◆ **ASSIGNMENT**
Take every line containing "markers" out of the records.

Content starts

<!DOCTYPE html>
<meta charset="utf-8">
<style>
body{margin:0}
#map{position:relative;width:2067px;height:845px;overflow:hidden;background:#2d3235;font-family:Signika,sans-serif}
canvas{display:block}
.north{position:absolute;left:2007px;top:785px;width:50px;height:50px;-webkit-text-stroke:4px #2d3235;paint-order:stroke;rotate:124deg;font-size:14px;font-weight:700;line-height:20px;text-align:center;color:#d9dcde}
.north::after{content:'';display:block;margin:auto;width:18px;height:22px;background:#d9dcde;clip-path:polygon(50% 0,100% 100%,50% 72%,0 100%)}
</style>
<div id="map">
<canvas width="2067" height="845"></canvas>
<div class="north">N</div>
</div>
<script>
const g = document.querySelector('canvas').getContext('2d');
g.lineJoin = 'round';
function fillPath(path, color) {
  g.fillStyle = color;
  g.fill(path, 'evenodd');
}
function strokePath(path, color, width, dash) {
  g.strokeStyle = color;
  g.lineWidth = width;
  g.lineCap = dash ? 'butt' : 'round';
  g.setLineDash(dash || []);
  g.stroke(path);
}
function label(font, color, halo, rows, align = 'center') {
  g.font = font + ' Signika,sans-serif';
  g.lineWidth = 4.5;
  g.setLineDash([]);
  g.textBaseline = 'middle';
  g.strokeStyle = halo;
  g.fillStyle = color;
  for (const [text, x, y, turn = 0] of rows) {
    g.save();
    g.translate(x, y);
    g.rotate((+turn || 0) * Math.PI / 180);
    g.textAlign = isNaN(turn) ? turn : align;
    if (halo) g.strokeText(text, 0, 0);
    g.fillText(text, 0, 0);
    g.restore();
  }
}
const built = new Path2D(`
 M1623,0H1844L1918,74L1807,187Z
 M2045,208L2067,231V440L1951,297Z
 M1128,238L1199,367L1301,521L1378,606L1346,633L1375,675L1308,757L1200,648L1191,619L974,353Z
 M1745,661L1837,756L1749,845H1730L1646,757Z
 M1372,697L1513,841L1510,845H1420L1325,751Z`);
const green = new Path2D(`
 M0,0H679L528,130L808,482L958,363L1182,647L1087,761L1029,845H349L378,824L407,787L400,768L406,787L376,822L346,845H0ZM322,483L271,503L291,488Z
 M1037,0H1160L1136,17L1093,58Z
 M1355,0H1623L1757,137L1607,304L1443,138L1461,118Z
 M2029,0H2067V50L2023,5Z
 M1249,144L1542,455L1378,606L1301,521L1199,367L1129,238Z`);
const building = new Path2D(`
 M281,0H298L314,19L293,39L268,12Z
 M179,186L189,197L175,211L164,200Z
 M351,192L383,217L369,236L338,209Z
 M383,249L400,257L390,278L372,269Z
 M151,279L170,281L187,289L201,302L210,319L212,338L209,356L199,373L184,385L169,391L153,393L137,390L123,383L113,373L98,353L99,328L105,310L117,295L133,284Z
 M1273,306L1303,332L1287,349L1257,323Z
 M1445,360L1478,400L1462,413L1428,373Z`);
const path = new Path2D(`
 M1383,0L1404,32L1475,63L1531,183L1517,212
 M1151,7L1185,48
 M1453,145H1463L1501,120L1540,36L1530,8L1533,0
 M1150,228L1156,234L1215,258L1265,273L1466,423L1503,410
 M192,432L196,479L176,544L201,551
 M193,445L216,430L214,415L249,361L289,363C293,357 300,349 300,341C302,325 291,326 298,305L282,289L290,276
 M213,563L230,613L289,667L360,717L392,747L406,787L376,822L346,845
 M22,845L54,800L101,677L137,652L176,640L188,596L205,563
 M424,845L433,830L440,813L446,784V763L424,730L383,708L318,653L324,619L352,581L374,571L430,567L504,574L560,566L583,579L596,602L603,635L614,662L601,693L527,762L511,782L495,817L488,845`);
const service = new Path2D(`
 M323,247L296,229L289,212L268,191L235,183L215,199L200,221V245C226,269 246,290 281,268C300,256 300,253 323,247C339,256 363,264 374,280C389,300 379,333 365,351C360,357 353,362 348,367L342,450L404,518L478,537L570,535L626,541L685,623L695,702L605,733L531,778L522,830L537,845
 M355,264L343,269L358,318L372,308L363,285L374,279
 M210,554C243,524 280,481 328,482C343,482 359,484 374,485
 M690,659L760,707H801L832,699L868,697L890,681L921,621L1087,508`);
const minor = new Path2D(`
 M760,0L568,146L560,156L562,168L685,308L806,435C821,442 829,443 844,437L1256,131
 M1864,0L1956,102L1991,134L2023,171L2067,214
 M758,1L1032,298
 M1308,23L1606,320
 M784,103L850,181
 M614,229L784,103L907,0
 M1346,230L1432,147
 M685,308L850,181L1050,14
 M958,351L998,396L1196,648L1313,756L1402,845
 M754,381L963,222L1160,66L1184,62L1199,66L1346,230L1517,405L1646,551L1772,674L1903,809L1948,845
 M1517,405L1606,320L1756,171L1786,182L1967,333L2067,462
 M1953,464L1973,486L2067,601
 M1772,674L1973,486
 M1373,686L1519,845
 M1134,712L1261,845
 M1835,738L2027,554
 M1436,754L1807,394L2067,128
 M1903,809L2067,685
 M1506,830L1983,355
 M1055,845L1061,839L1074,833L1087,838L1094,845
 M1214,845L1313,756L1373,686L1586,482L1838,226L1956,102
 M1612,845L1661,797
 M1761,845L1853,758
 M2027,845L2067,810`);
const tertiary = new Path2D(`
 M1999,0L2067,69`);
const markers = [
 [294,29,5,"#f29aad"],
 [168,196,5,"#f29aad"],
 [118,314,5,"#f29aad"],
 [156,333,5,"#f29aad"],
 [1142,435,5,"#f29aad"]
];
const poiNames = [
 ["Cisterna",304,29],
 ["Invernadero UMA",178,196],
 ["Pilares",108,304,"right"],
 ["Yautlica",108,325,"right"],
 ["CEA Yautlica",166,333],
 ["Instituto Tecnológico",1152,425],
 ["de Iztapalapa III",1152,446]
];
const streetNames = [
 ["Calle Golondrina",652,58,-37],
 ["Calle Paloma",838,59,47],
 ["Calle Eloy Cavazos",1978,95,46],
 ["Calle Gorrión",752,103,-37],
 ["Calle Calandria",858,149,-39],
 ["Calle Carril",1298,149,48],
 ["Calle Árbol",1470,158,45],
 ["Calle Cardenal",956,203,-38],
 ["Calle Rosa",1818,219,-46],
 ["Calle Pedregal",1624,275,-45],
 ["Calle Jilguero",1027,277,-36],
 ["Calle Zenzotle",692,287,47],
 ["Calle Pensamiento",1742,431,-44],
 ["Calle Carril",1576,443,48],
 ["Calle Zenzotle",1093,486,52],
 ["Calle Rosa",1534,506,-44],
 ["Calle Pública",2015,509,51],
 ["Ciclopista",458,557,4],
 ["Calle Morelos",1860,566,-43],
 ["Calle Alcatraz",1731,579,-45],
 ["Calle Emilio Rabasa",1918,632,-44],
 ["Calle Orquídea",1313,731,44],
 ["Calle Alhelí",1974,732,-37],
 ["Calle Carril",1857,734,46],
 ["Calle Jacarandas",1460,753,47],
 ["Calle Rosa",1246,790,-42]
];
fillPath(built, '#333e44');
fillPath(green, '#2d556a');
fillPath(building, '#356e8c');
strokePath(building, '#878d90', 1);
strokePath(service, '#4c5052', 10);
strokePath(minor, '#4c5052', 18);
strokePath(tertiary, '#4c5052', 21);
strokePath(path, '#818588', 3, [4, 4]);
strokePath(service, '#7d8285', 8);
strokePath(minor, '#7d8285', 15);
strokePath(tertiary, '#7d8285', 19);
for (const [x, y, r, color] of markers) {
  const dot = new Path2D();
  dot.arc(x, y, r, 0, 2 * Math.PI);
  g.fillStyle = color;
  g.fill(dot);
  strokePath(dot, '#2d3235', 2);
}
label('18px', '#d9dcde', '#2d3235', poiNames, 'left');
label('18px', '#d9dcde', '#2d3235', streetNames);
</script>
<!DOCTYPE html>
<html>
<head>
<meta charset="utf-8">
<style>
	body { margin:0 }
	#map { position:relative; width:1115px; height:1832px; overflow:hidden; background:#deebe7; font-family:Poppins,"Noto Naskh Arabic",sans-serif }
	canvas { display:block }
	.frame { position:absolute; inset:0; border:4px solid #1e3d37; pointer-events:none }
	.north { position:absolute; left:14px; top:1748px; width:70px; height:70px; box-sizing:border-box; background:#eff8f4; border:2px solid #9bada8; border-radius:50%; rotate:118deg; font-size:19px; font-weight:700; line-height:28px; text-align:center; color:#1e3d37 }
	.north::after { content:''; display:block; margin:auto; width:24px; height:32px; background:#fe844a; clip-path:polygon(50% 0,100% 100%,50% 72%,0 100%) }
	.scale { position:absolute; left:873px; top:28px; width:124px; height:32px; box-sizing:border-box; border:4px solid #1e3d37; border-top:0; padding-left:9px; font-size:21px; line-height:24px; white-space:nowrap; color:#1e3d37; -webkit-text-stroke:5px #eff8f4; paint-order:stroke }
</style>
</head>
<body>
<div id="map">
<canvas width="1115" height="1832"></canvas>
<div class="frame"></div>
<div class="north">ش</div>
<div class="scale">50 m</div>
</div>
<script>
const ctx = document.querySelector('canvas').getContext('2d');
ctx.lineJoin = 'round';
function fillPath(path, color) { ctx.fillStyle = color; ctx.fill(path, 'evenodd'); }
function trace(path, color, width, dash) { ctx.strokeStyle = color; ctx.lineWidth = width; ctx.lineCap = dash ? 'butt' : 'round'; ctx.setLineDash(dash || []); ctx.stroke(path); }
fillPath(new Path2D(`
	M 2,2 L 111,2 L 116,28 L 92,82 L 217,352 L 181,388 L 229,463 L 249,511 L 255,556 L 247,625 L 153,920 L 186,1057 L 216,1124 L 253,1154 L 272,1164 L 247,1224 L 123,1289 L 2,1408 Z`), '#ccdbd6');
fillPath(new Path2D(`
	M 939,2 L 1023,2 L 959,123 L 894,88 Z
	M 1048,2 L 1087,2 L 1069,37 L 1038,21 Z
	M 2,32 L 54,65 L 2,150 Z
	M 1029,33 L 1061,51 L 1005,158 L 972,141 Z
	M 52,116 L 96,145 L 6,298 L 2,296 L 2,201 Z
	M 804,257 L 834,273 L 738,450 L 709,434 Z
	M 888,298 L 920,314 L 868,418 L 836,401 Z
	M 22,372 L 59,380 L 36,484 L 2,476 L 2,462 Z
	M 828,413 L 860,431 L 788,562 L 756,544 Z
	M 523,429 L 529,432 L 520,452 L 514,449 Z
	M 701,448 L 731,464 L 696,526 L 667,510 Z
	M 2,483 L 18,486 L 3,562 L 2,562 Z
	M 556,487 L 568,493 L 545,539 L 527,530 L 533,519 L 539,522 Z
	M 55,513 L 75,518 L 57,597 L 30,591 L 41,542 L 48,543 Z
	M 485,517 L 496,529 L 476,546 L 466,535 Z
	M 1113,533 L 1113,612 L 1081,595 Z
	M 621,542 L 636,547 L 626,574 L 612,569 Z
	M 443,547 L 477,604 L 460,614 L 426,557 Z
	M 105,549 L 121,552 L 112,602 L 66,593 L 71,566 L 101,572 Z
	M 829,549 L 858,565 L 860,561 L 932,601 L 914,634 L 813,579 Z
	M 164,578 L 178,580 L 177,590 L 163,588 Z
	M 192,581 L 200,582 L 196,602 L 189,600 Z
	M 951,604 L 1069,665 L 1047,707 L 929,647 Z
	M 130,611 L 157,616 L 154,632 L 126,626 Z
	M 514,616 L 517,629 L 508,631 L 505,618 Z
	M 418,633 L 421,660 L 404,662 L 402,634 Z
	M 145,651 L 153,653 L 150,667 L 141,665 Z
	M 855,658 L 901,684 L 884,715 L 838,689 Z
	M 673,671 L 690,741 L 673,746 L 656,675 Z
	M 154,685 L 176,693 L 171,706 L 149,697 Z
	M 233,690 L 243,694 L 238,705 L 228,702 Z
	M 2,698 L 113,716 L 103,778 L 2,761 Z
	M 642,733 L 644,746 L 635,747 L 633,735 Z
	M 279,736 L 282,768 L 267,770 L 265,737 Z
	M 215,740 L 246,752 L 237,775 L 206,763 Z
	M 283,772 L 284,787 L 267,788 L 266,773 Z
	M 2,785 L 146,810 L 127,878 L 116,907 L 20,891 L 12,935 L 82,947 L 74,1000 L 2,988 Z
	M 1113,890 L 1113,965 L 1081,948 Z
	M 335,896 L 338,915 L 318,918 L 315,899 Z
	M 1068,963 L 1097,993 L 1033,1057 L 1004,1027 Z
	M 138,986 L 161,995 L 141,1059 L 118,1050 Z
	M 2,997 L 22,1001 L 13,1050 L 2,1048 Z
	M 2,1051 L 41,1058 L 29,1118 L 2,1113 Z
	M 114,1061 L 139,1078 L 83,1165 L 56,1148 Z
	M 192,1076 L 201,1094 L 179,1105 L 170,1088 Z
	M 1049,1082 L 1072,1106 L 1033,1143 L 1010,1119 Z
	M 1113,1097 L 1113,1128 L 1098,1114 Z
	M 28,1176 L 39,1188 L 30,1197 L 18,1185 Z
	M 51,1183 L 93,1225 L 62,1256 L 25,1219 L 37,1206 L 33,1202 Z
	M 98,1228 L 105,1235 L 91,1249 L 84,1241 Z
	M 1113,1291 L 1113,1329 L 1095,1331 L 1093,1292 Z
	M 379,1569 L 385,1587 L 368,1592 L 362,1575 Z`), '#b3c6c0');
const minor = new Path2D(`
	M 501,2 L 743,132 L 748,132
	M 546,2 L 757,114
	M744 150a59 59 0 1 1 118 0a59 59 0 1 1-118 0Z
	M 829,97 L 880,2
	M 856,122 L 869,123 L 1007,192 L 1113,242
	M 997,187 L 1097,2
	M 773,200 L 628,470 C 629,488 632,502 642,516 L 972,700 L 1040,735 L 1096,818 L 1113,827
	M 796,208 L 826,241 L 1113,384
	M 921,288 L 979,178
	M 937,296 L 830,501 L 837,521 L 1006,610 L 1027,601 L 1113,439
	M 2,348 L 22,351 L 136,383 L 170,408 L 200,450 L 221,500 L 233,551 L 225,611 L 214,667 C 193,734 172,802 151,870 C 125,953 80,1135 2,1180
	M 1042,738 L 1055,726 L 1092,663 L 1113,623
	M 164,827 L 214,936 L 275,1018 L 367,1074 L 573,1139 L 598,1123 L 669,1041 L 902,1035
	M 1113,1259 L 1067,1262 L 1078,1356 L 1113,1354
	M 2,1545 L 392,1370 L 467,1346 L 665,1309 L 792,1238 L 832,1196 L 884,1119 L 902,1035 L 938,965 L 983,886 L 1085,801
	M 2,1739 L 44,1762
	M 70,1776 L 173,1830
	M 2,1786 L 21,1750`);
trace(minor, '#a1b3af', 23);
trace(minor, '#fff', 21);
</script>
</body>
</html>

Content ends

◆ **ANSWER SECTION**
const markers = [
for (const [x, y, r, color] of markers) {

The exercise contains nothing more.